Monday Morning Cup of Coffee: Fannie and Freddie investors denied profits

Surprise! S&P changes it's outlook for the American economy

Monday Morning Cup of Coffee takes a look at news coming across HousingWire's weekend desk, with more coverage to come on larger issues.

While the saga of Fannie Mae and Freddie Mac continues to play out, there is one issue that remains tragically unresolved; legacy investments in the government-sposored enterprises. So before conservatorship, equity investors in Fannie and Freddie shared in the losses. But according to several lawsuits against the government, why can they not share in the profits of today?

Gretchen Mortgensen is calling the situation "The Untouchable Profits of Fannie Mae and Freddie Mac," in a weekend column at The New York Times.

"Nationalization would have required the government to provide compensation to shareholders for what it took," she writes. "Now the government gets the benefits of the companies’ profits while avoiding any compensation payments."

Famed investor Kyle Bass successfully got out of Herbalife when the getting was good. He reportedly owned shares of the embattled company, to the tune of $30 million at one point, but the recently filed 13F shows that investment is no more. Other whales have also since left Herbalife.

Beside energy companies, Hayman Capital, the hedge fund run by Bass, is increasing exposure to real estate firms. There are new holdings in specialty servicer Nationstar Mortgage, distressed-home buyer Altisource Residential, and timber supplier Rayonier. Bass is also a large owner in mortgage insurer NMI Holdings.

Here's one real estate attorney that probably should have known better. According to the Herald-Tribune, one of Southwest Florida's most prominent real estate lawyers financed more than $1 million worth of personal real estate during the boom — simultaneously claiming all three homes as her primary residence, which experts say violated her mortgage terms.

"When the economy slumped into recession, that lawyer, Anne Weintraub, defaulted on those loans, costing a federally insured lender an estimated $500,000 in losses, according to a Herald-Tribune investigation," the article states.

And how does Weintraub respond to these explosive allegations? Well, she said the Herald-Tribune has a "vendetta" against her.

Standard & Poor's economics team, led by Beth Ann Bovino, raised its 2014 U.S growth forecast to 3% and increased 2015 to 3.3%. "The testimony by Janet Yellen that the Fed will continue the stimulus policies of Ben Bernanke and not raise short-term rates until unemployment fell further, should also create a favorable environment for consumer credit," said an email from S&P this weekend.

There is a raft of bad housing headlines coming out of New Jersey and New York this weekend. So where to begin?

First there is the New York Daily News article claiming two of Mayor Bill de Blasio’s appointees tasked with achieving his goal of creating 200,000 units of affordable housing have ties to developers whose projects will likely wind up before them in their city posts.
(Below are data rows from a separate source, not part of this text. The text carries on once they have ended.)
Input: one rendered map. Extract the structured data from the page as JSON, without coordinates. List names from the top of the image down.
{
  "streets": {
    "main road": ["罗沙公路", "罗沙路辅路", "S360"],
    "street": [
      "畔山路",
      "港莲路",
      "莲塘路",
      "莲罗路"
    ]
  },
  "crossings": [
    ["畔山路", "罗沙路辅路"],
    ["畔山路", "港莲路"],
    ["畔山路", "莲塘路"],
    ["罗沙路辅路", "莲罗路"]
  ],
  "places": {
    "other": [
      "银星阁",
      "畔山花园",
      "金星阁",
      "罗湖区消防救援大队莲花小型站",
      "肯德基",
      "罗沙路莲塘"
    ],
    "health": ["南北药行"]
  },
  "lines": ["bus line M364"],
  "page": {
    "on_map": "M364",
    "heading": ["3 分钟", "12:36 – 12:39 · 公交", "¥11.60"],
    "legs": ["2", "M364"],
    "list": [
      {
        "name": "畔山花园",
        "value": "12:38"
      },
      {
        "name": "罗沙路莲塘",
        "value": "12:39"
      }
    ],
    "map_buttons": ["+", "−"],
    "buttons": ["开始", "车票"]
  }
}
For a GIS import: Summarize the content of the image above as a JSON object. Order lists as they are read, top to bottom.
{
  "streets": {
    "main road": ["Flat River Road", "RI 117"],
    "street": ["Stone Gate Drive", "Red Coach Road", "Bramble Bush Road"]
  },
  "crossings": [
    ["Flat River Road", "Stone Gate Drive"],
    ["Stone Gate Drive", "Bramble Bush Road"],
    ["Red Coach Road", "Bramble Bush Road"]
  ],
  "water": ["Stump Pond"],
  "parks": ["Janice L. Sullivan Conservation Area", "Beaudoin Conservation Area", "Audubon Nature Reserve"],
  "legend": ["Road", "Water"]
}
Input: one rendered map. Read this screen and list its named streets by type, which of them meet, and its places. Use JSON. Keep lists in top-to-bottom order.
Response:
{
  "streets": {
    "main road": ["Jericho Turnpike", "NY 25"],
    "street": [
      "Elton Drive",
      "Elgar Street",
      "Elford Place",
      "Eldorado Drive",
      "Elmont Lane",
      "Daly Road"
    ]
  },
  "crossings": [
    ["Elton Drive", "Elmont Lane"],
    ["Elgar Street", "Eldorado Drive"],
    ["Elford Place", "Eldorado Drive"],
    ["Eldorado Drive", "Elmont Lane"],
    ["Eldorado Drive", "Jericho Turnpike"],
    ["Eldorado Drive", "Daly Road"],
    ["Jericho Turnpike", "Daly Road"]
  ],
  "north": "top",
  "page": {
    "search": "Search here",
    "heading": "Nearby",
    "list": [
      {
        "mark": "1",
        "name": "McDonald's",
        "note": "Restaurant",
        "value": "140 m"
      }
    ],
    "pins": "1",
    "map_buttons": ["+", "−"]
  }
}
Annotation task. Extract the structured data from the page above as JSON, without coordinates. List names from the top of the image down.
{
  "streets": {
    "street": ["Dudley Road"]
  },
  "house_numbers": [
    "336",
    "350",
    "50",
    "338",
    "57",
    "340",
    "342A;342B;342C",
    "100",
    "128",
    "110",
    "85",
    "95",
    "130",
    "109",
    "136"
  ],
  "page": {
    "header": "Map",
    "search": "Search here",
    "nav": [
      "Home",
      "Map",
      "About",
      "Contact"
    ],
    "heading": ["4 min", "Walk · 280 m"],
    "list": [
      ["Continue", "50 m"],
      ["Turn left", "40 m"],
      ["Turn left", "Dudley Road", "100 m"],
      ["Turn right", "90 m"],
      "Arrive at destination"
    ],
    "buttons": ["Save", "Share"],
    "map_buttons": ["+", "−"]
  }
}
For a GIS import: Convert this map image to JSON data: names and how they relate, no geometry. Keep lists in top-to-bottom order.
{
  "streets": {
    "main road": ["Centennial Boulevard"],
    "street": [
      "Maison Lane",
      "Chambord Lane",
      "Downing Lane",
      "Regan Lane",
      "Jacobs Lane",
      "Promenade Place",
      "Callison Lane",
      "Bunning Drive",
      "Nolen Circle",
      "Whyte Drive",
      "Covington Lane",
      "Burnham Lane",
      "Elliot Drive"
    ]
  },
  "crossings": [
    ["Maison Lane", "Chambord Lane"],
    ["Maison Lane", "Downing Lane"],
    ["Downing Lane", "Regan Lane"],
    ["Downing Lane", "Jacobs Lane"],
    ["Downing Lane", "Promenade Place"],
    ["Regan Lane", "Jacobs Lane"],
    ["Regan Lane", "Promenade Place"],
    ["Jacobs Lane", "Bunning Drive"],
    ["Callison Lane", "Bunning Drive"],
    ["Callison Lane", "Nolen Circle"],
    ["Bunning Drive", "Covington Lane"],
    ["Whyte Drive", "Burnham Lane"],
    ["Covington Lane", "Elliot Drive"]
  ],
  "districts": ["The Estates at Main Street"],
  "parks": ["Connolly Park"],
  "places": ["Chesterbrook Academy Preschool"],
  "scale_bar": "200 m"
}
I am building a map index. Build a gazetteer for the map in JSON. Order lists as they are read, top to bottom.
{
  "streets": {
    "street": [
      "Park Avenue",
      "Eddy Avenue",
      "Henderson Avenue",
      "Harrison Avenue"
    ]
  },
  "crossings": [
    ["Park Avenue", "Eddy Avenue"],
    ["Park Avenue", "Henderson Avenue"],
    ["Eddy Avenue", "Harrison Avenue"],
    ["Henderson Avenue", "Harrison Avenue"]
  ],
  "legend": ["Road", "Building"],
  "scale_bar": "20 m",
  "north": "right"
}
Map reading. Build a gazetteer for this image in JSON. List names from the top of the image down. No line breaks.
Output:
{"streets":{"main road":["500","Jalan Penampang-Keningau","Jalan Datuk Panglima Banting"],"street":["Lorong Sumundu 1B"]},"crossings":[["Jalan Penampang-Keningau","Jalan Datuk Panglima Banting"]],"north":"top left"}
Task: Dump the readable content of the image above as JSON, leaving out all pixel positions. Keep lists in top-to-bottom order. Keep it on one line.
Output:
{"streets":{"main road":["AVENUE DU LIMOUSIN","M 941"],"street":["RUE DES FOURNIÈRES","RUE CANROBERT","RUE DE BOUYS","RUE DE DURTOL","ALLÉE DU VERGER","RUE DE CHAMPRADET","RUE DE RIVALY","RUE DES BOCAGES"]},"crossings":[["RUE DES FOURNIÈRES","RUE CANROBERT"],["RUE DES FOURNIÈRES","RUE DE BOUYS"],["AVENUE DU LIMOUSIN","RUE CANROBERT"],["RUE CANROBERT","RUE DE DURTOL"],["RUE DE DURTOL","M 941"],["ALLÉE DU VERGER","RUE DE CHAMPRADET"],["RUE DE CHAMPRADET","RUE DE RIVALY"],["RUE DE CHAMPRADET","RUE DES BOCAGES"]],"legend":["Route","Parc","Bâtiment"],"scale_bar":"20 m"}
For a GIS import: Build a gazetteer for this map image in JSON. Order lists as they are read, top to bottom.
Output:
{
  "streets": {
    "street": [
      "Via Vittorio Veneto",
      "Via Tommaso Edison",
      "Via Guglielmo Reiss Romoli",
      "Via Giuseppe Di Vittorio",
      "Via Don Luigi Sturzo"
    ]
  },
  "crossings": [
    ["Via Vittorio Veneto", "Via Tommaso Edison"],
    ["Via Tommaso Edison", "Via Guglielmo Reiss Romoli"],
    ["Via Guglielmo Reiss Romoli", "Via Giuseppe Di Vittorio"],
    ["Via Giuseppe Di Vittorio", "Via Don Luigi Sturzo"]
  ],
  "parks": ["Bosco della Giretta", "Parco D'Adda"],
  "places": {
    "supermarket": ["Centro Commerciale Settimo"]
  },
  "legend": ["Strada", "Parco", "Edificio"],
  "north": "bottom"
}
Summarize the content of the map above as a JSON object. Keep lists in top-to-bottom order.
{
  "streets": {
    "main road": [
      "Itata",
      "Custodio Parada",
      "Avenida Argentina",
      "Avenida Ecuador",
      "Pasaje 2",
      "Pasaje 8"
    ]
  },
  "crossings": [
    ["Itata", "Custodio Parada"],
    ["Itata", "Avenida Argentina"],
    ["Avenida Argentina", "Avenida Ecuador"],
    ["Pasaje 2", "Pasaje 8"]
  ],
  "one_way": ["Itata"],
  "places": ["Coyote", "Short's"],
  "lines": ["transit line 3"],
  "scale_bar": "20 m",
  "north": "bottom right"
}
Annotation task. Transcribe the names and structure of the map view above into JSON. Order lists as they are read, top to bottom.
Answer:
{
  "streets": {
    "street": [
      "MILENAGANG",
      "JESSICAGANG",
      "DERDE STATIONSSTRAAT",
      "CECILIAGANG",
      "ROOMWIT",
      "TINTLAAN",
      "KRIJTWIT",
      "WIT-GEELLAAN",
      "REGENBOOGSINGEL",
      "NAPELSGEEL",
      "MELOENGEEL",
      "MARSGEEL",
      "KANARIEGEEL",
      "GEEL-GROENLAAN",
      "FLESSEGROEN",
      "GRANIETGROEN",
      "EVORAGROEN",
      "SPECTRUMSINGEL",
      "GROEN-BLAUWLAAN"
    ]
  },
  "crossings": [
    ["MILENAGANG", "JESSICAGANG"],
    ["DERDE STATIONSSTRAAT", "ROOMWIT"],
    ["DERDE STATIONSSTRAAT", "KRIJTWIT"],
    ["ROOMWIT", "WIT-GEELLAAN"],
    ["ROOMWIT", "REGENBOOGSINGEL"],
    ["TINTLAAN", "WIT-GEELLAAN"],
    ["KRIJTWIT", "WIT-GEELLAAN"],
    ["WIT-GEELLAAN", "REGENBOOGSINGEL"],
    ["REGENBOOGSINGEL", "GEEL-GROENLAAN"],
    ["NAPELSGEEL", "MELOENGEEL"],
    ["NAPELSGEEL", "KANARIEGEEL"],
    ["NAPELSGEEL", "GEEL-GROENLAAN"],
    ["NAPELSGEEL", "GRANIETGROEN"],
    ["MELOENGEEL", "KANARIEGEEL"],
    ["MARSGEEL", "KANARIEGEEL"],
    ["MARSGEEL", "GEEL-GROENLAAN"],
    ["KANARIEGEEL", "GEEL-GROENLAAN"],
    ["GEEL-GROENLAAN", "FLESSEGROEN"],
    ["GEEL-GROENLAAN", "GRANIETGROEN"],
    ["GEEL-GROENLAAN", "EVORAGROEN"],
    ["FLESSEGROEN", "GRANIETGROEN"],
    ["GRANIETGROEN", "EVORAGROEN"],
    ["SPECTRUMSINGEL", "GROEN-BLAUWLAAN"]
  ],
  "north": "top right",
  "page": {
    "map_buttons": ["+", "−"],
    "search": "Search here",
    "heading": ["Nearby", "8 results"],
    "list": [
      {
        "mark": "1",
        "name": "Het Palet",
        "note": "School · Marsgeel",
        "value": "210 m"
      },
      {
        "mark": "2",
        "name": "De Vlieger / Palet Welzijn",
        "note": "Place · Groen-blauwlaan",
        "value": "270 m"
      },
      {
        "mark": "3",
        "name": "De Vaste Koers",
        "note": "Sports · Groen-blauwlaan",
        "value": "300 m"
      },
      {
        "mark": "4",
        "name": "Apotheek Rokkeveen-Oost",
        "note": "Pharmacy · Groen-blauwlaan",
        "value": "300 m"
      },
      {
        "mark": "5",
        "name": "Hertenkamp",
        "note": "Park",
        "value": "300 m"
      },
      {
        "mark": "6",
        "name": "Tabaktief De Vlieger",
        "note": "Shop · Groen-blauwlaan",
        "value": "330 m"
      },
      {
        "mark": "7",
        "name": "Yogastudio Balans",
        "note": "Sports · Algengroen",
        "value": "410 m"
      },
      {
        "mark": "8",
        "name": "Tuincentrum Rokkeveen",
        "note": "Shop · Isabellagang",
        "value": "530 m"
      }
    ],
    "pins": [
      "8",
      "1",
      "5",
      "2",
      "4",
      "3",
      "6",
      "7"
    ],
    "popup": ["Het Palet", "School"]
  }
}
In New Jersey, the Star-Ledger reports millions of dollars in federal housing aid meant for victims of Hurricane Sandy went to projects in counties far removed from those areas most impacted by the storm, an analysis of state data shows.

Nearly a third of the money — $47.6 million, earmarked for new affordable housing projects — landed in Essex and Middlesex counties, while many hard-hit Jersey Shore communities in Ocean saw relatively little of it, writes author Ted Sherman.

Additionally, the mayor of Hoboken, Dawn Zimmer, killed a housing project that would have built 44 housing units at a cost of $3 million — using Sandy relief funds.

According to, Zimmer killed the project because of what she called serious design flaws and a failure to include backup generators. 

What a disaster, as they say.

The Federal Deposit Insurance Corp. did not close any banks this weekend. So far, no financial institutions closed in February.